How to Buy, Manage Risk, and Keep Records

Masses of traders crowd into the markets, looking for profits. Every serious trader knows he needs an edge—a method of discovering opportunities and placing orders that gives him an advantage over the majority of competitors. A slight edge, coupled with a lot of discipline, is the key to steady profits. Every professional knows what his edge is and where the profits are likely to come from. A beginner does not bother himself with such concepts. He may buy today because last night he read about an inverted head-and-shoulder bottom. He may buy tomorrow because of a piece of news that caught his attention. He has no clear concept of buying. He has no edge.

We all go through this stage of initial ignorance. To move beyond it and graduate to trading for a living you need to have a concept of what it is you are trying to buy or sell.

If you find a money-making niche, others may soon crowd into it and drive down the returns. Your profits are always under threat, while the dangers are ever-present. The competition is intense. To keep making money in the markets and to grow equity, you need to define and implement a trading concept that is fairly simple and bulletproof.

THE GAP BETWEEN PRICE AND VALUE

My long search for an edge led me to study the gap between price and value. The concept is quite simple: price and value are not the same. Price can be below value, above it, or equal to it. The distance between price and value may be large or small, increasing or decreasing at any given time. Surprisingly few people are aware of the ever-changing gap between price and value, although when you point it out to them they see it immediately.
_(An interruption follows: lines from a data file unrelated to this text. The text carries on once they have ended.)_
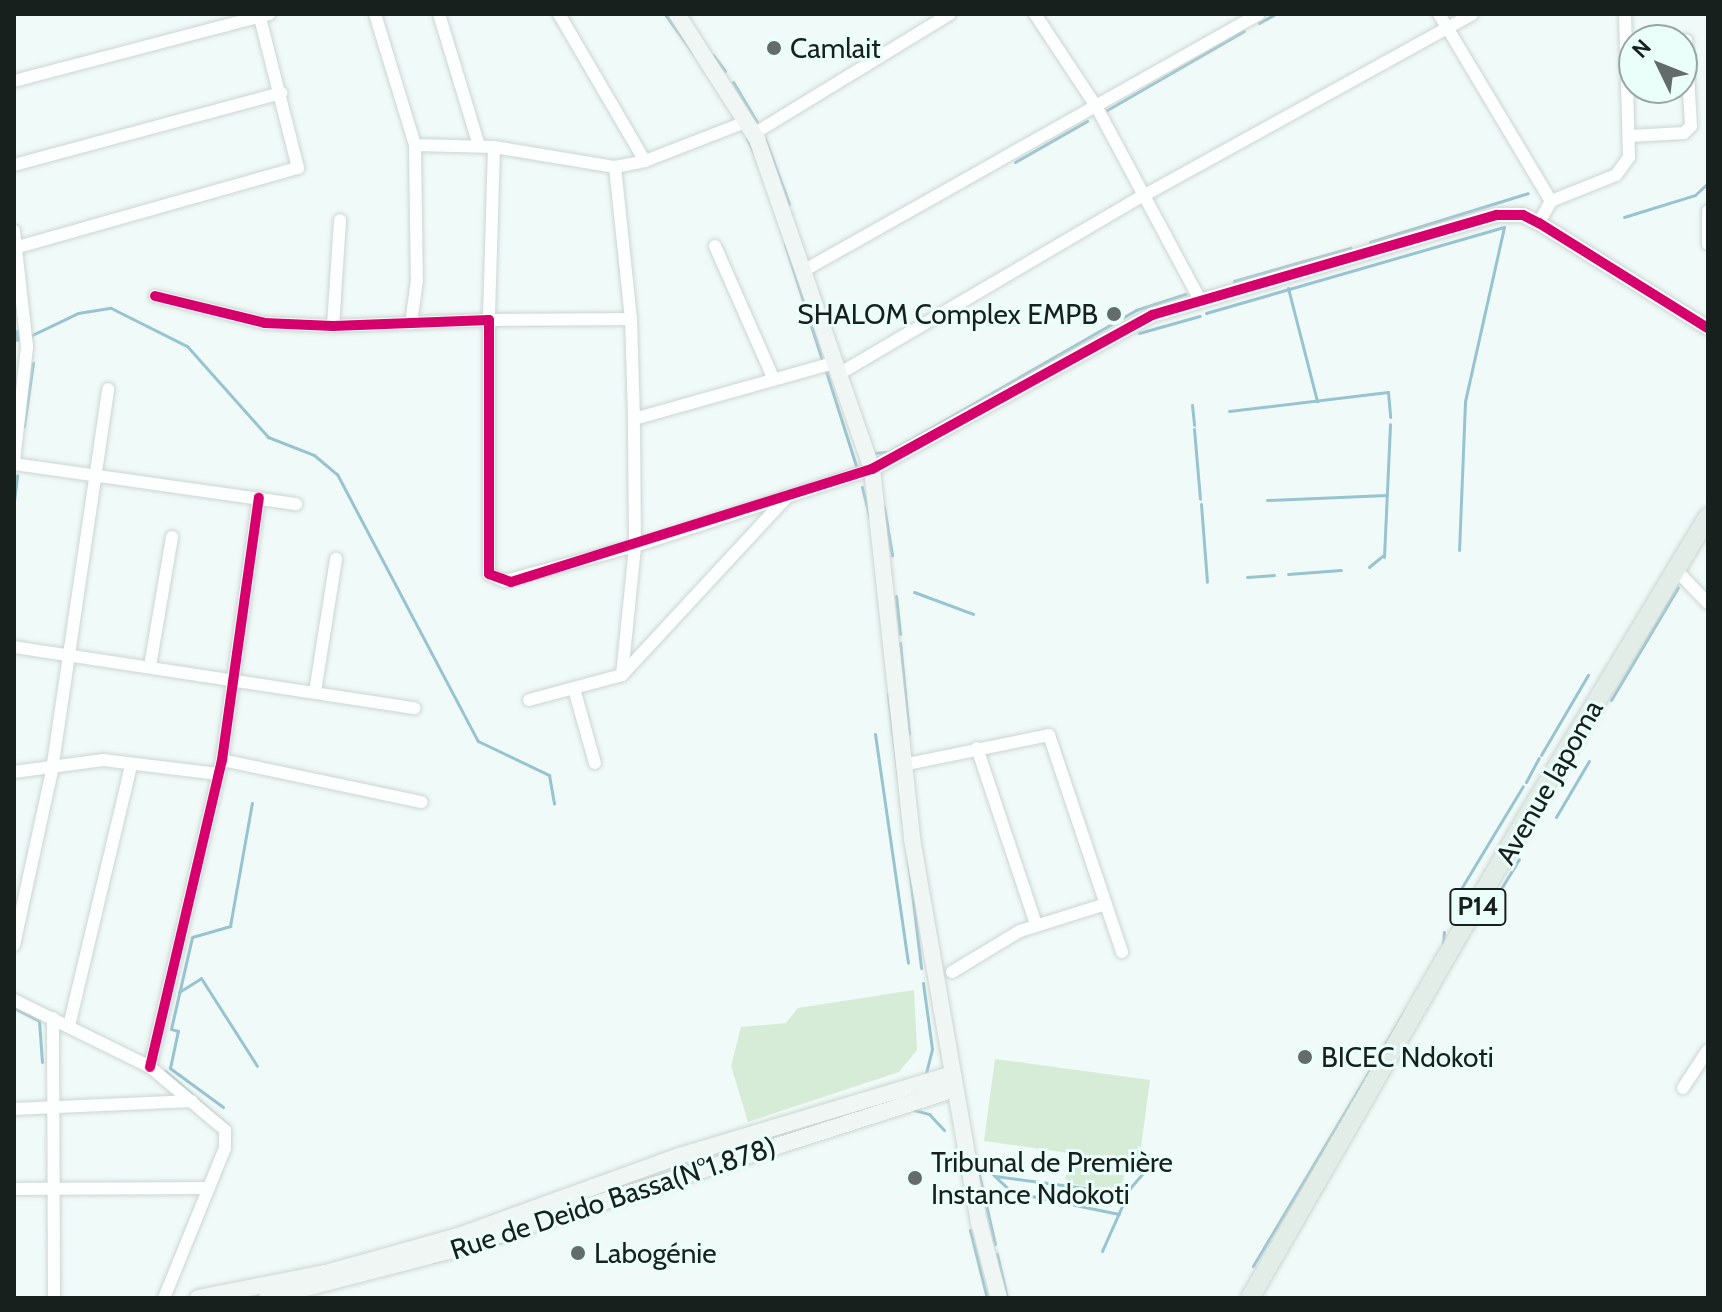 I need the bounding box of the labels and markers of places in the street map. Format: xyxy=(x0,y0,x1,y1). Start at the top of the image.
place label: Camlait xyxy=(790,31,881,65)
marker: Camlait xyxy=(765,39,783,57)
place label: SHALOM Complex EMPB xyxy=(797,297,1098,331)
marker: SHALOM Complex EMPB xyxy=(1105,305,1123,323)
place label: BICEC Ndokoti xyxy=(1321,1040,1494,1074)
marker: BICEC Ndokoti xyxy=(1296,1048,1314,1066)
place label: Tribunal de Première Instance Ndokoti xyxy=(931,1145,1173,1211)
marker: Tribunal de Première Instance Ndokoti xyxy=(906,1169,924,1187)
place label: Labogénie xyxy=(594,1236,717,1270)
marker: Labogénie xyxy=(569,1244,587,1262)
The concept is simple, but turning it into a trading method is not that easy.

Everybody knows about price—you read the numbers on a price tag or look up a stock quote on the screen. Any child can tell you the price of candy. We all know price, yet very few people know how to define value and track its changes. If you can do that, your buy or sell decisions are no longer based on price alone. You can buy when value is rising or sell short when price gets too far above value.

Most buying decisions are based on the perception, however vague, that price is below value. Most people buy when they think the crowd does not recognize the true value of their trading vehicle. They think they see ahead of the crowd, and expect to make money after the crowd also sees what they do and drives prices higher. Traders buy when they think that some future event will cause an increase in the value of their trading vehicle.
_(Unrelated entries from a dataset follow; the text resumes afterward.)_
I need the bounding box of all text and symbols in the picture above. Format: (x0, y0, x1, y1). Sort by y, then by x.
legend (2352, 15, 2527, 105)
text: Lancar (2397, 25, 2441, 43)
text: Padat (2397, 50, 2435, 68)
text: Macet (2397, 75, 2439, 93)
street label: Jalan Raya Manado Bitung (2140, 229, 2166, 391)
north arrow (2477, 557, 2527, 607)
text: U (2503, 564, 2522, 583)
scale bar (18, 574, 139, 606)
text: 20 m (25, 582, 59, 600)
I became aware of the gap between price and value decades ago, during a brief lecture by J. Peter Steidlmayer. Listening to this Chicago floor trader and sometime author I immediately sensed the value of the concept. I had no idea at the time how many years I would spend looking for a way to implement it in my trading.

Few technical traders ever think about the difference between price and value. Fundamental analysts are much more attuned to the idea, but they do not own it—technicians can use it as well.

It makes sense to buy below value and sell above value. To implement this idea, we need to answer three questions—how to define value, how to track its changes, and how to measure the distance from price to value.